The word “quantum” can be mysterious and unfamiliar to the general public. Most of the public’s exposure to quantum technology has been Hollywood-ized and framed as a “catch-all” for hard-to-define scientific processes. From attempting to explain time travel within Quantum Leap, to the quantum realm of Marvel’s Avengers series, the word “quantum” is used to fill in the explanation gaps. As the majority of viewers accept “quantum” as this catch-all, it creates a disconnection between the word’s true definition and an understanding of the scientific processes behind it. Asking any non-physicist if they know what “quantum entanglement” is, or if they can define “quantum superposition” will quickly reveal this lack of understanding. This misunderstanding causes problems, as quantum technology is quickly being developed and commercialized. With the predicted “boom” in quantum technology predicted by experts, it is important to realize the repercussions of this misunderstanding. Particularly, writers, scientists, and citizens need to be aware of how to communicate and invoke to the public, an appreciation of the true science of quantum physics.

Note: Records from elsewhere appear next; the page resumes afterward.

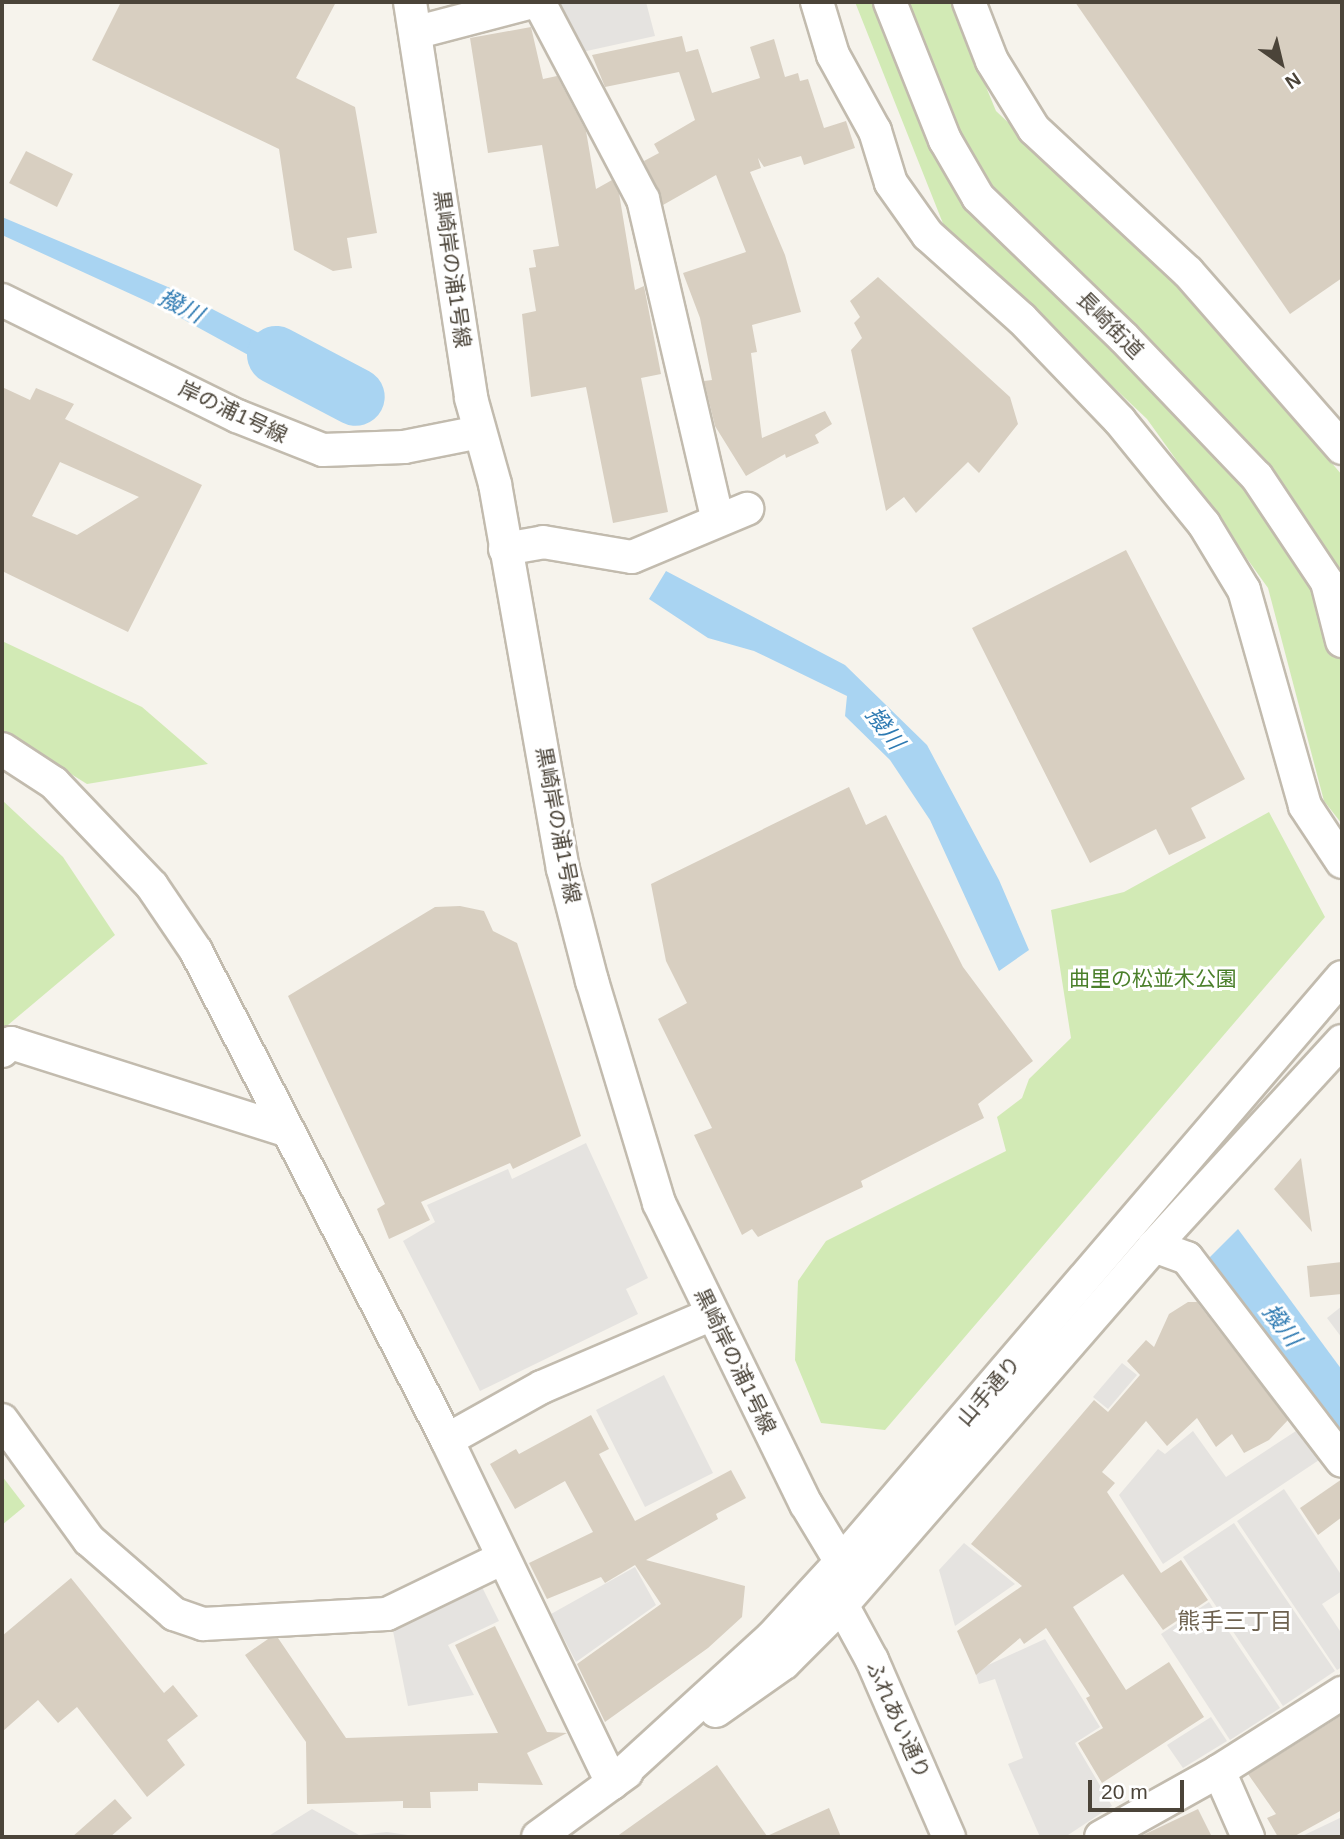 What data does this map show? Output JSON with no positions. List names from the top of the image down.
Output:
{
  "streets": {
    "street": [
      "黒崎岸の浦1号線",
      "長崎街道",
      "岸の浦1号線",
      "山手通り",
      "ふれあい通り"
    ]
  },
  "crossings": [
    ["黒崎岸の浦1号線", "岸の浦1号線"],
    ["黒崎岸の浦1号線", "山手通り"],
    ["黒崎岸の浦1号線", "ふれあい通り"],
    ["山手通り", "ふれあい通り"]
  ],
  "districts": ["熊手三丁目"],
  "water": ["撥川"],
  "parks": ["曲里の松並木公園"],
  "scale_bar": "20 m",
  "north": "bottom right"
} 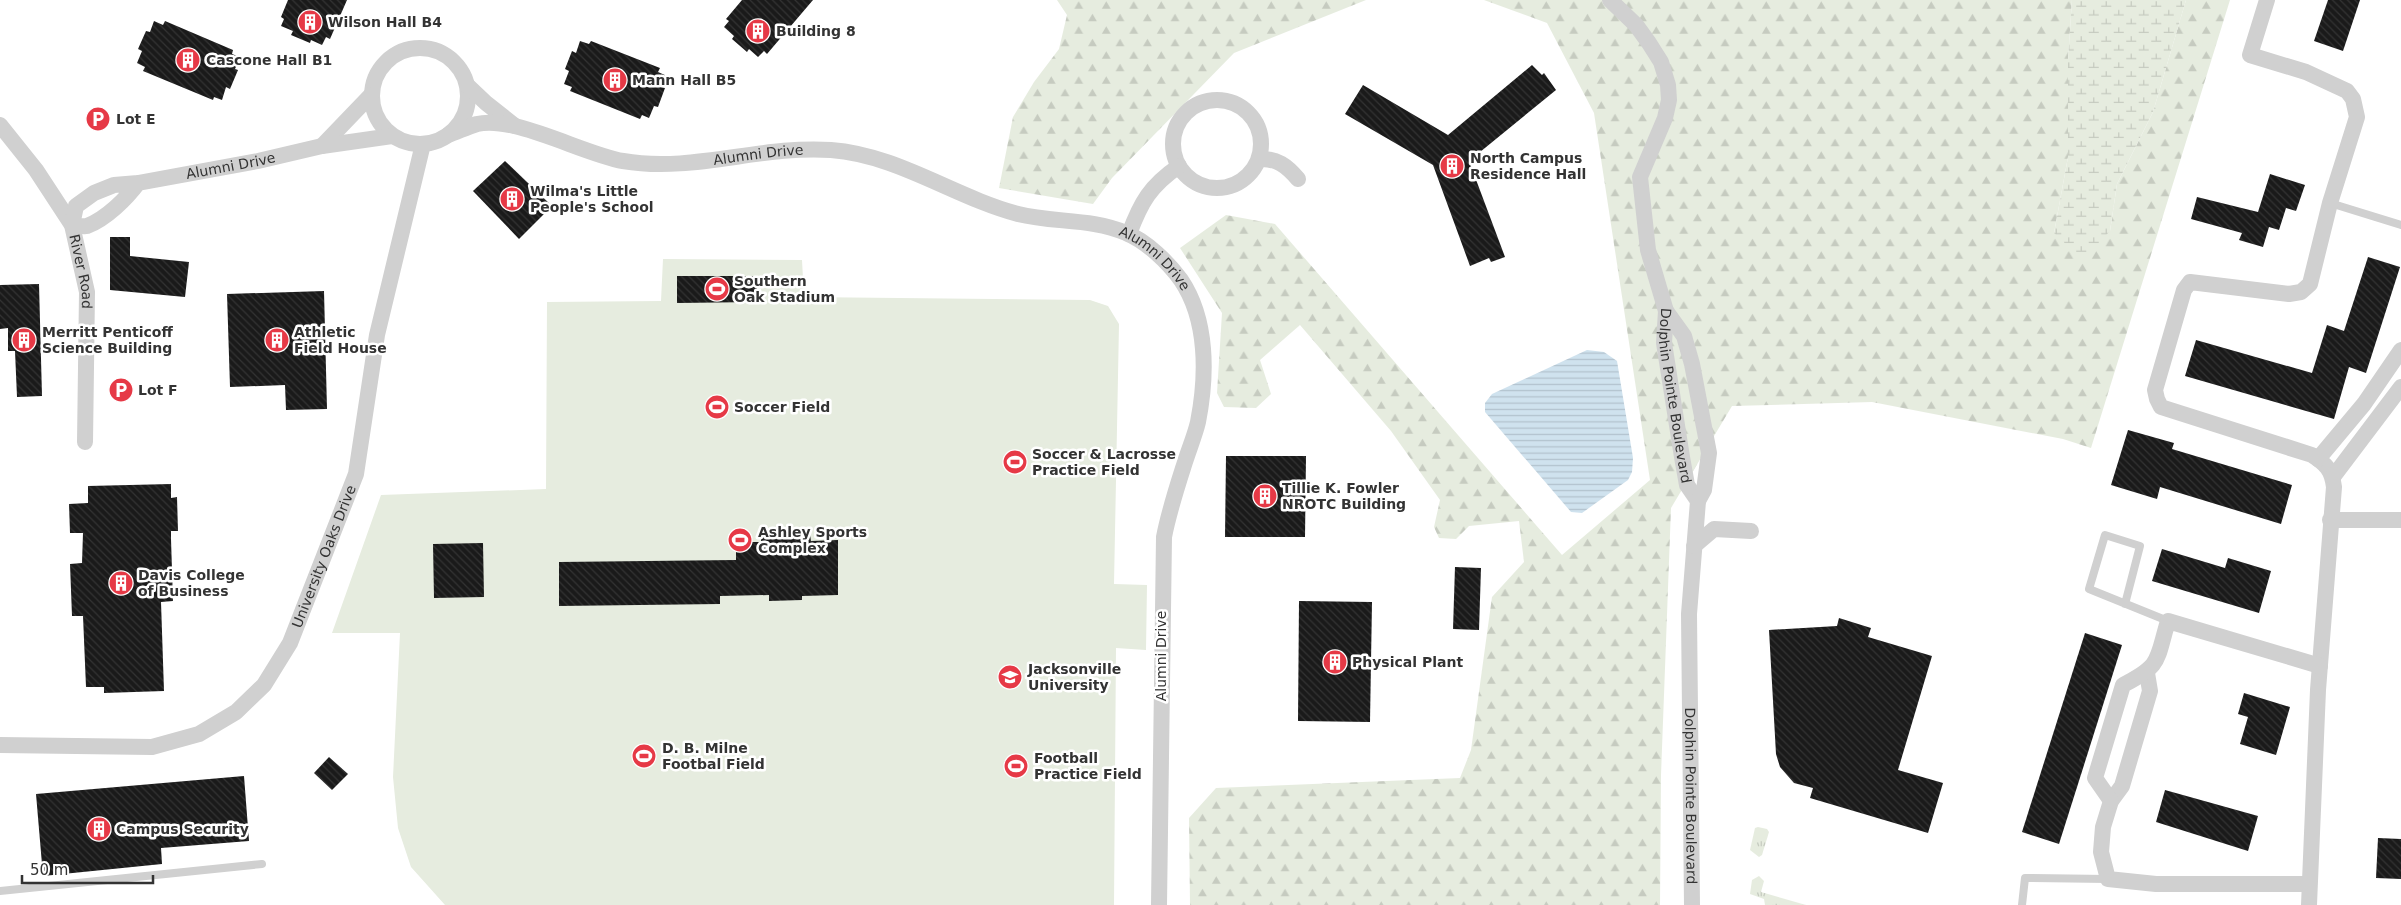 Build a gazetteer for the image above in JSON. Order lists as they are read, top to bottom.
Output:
{
  "streets": {
    "street": [
      "Alumni Drive",
      "River Road",
      "Dolphin Pointe Boulevard",
      "University Oaks Drive"
    ]
  },
  "crossings": [
    ["Alumni Drive", "River Road"],
    ["Alumni Drive", "University Oaks Drive"]
  ],
  "places": {
    "building": [
      "Wilson Hall B4",
      "Building 8",
      "Cascone Hall B1",
      "Mann Hall B5",
      "North Campus Residence Hall",
      "Wilma's Little People's School",
      "Merritt Penticoff Science Building",
      "Athletic Field House",
      "Tillie K. Fowler NROTC Building",
      "Davis College of Business",
      "Physical Plant",
      "Campus Security"
    ],
    "parking": ["Lot E", "Lot F"],
    "sports": [
      "Southern Oak Stadium",
      "Soccer Field",
      "Soccer & Lacrosse Practice Field",
      "Ashley Sports Complex",
      "D. B. Milne Footbal Field",
      "Football Practice Field"
    ],
    "school or university": ["Jacksonville University"]
  },
  "scale_bar": "50 m"
} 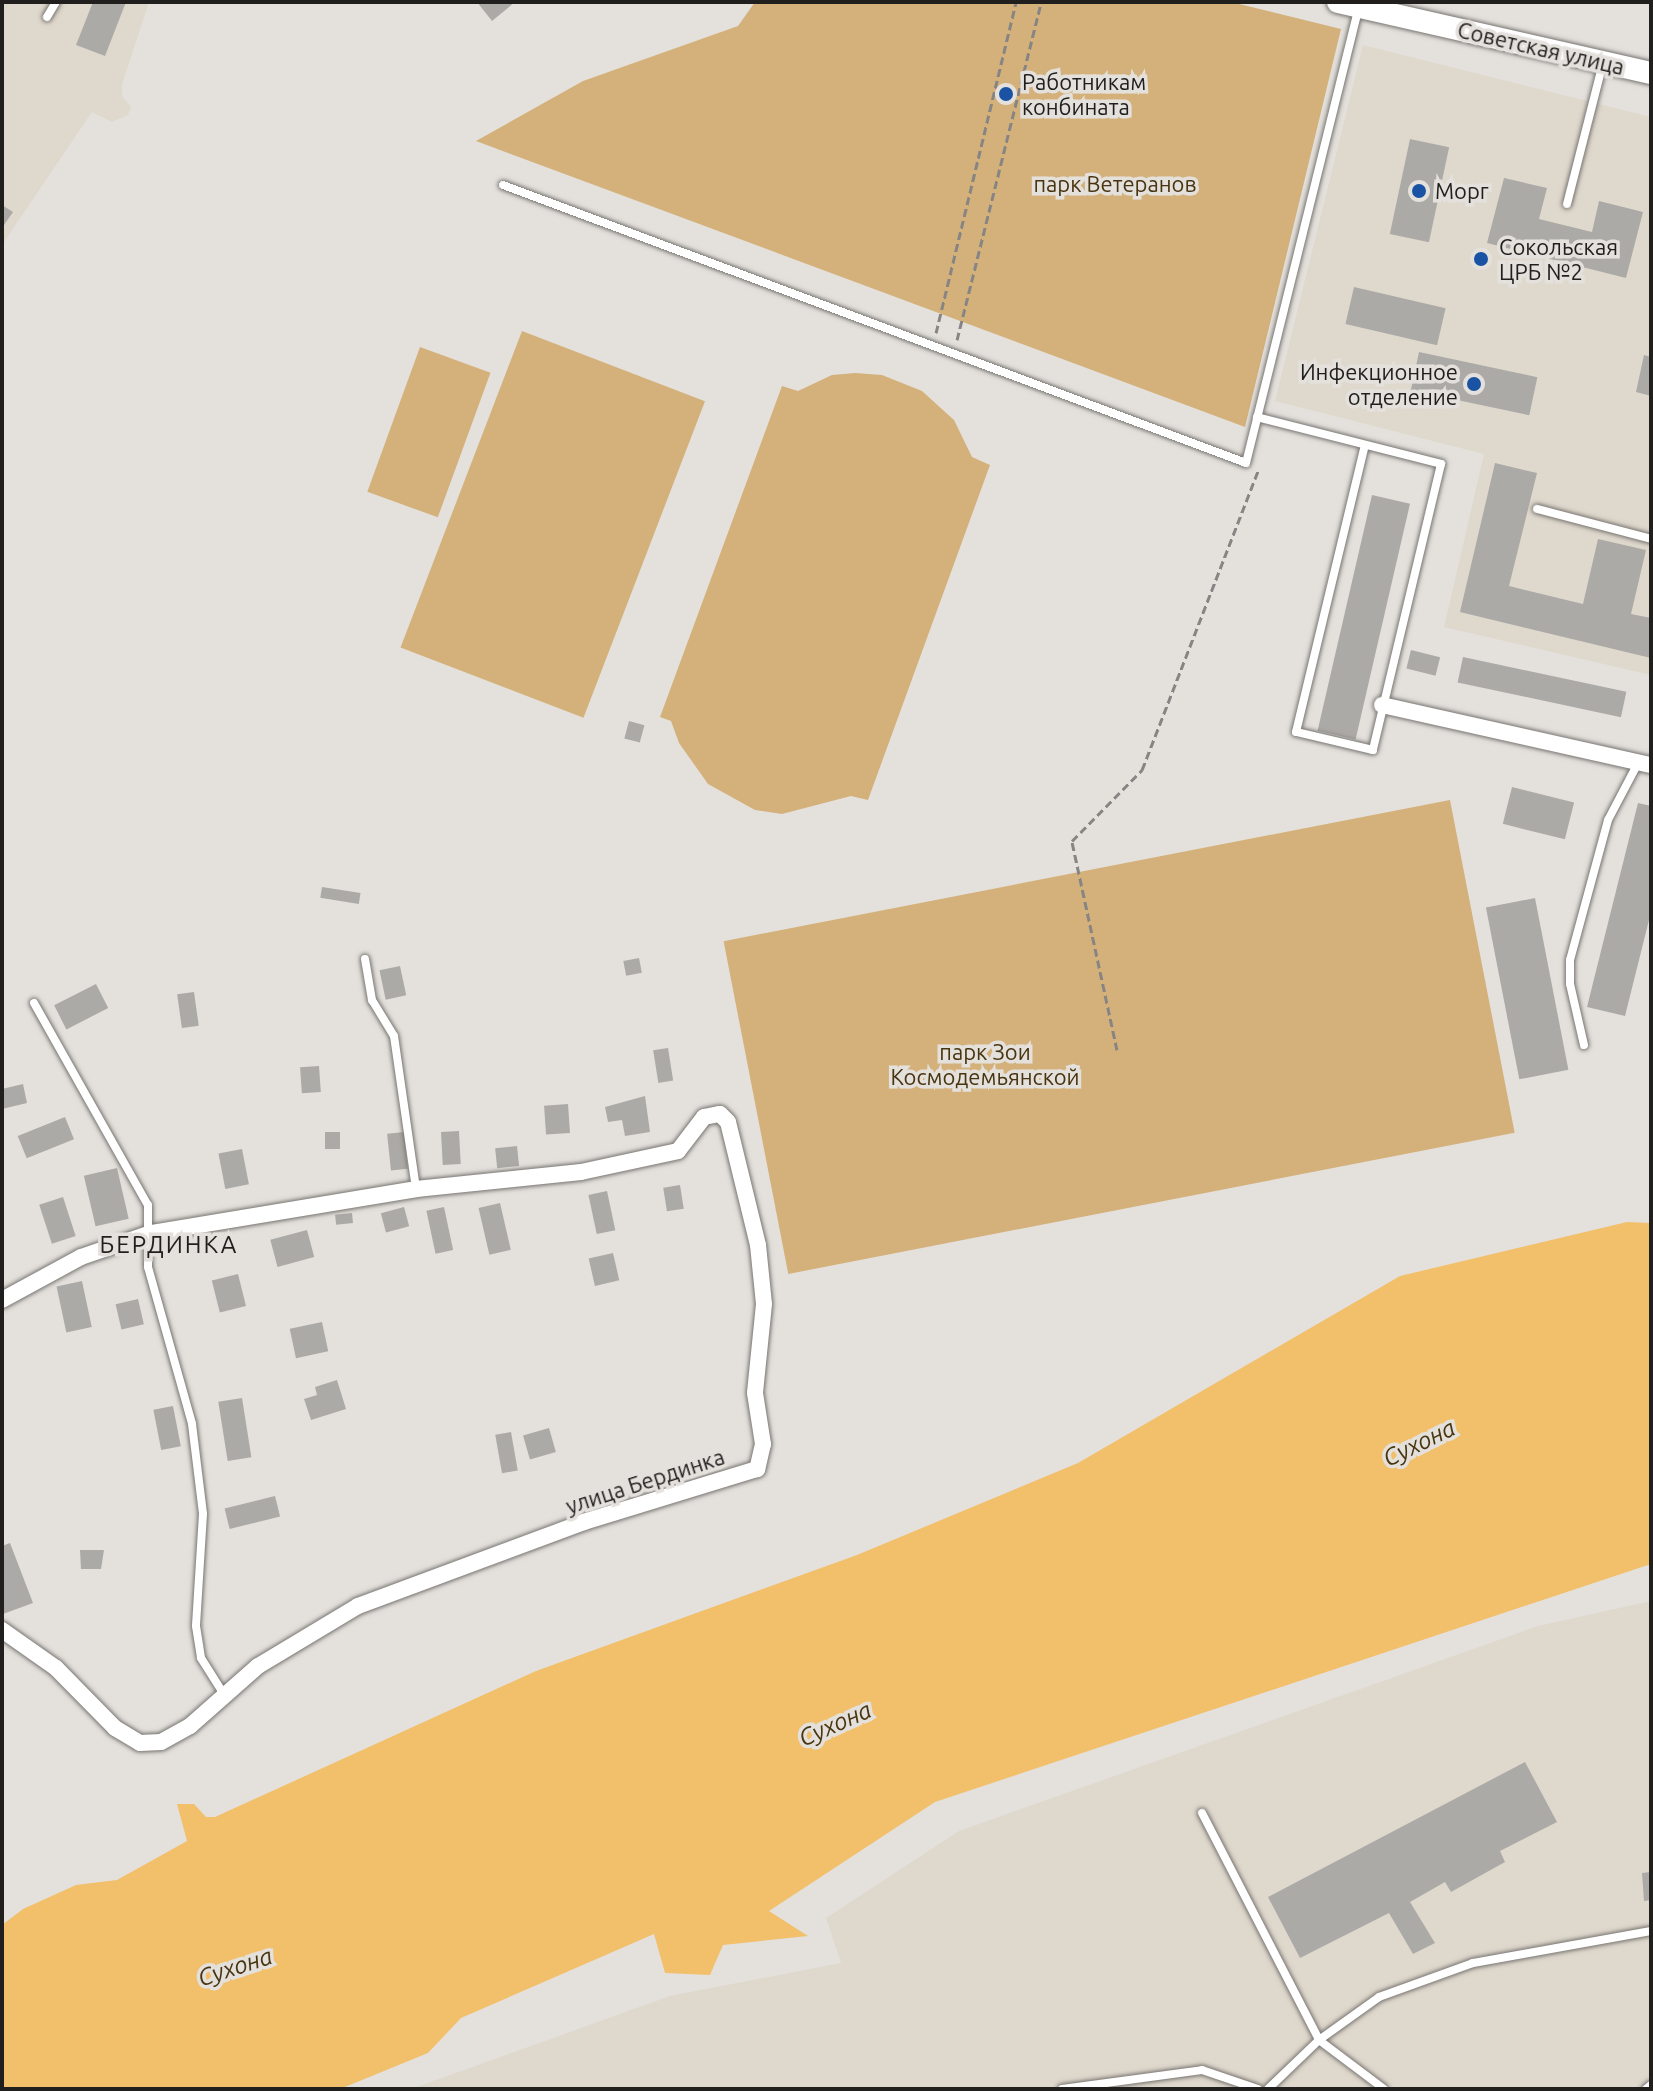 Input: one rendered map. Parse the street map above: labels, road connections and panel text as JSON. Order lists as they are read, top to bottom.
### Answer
{
  "streets": {
    "main road": ["Советская улица"],
    "street": ["улица Бердинка"]
  },
  "districts": ["БЕРДИНКА"],
  "water": ["Сухона"],
  "parks": ["парк Ветеранов", "парк Зои Космодемьянской"],
  "places": [
    "Работникам конбината",
    "Морг",
    "Сокольская ЦРБ №2",
    "Инфекционное отделение"
  ]
}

The Origins of Misunderstanding:

The misunderstanding of the science of quantum physics not only stems from misinformation peddled by Hollywood, but also from a lack of accurate writings about the field and its’ technology. Any skilled science writer will tell you that writing about quantum technology in an accurate and accessible way, within a word-limit, is extremely difficult. Explaining the processes of superposition or quantum tunneling requires an in-depth, lengthy description. To aid in giving a human touch to quantum based articles, many writers interview key scientists. Even then, the publication of quantum articles can seem dry or boring compared to the glamorized, CGI-designed, inaccurate “quantum” scenes of movies and TV shows (Mount, Baer, & Lupoli, 2021)

A further cause for the misunderstanding of quantum physics originates from the weird and unorthodox processes within the quantum world (Greene & Rogan 2021). Studying the quantum world is not intuitive, and many researchers have difficulty communicating the weirdness of quantum physics because it’s not relatable to everyday experiences. For example, the quantum phenomenon of superposition, where a particle can be in two places at once, is difficult to relate to something that typically happens in an individual’s day-to-day proceedings.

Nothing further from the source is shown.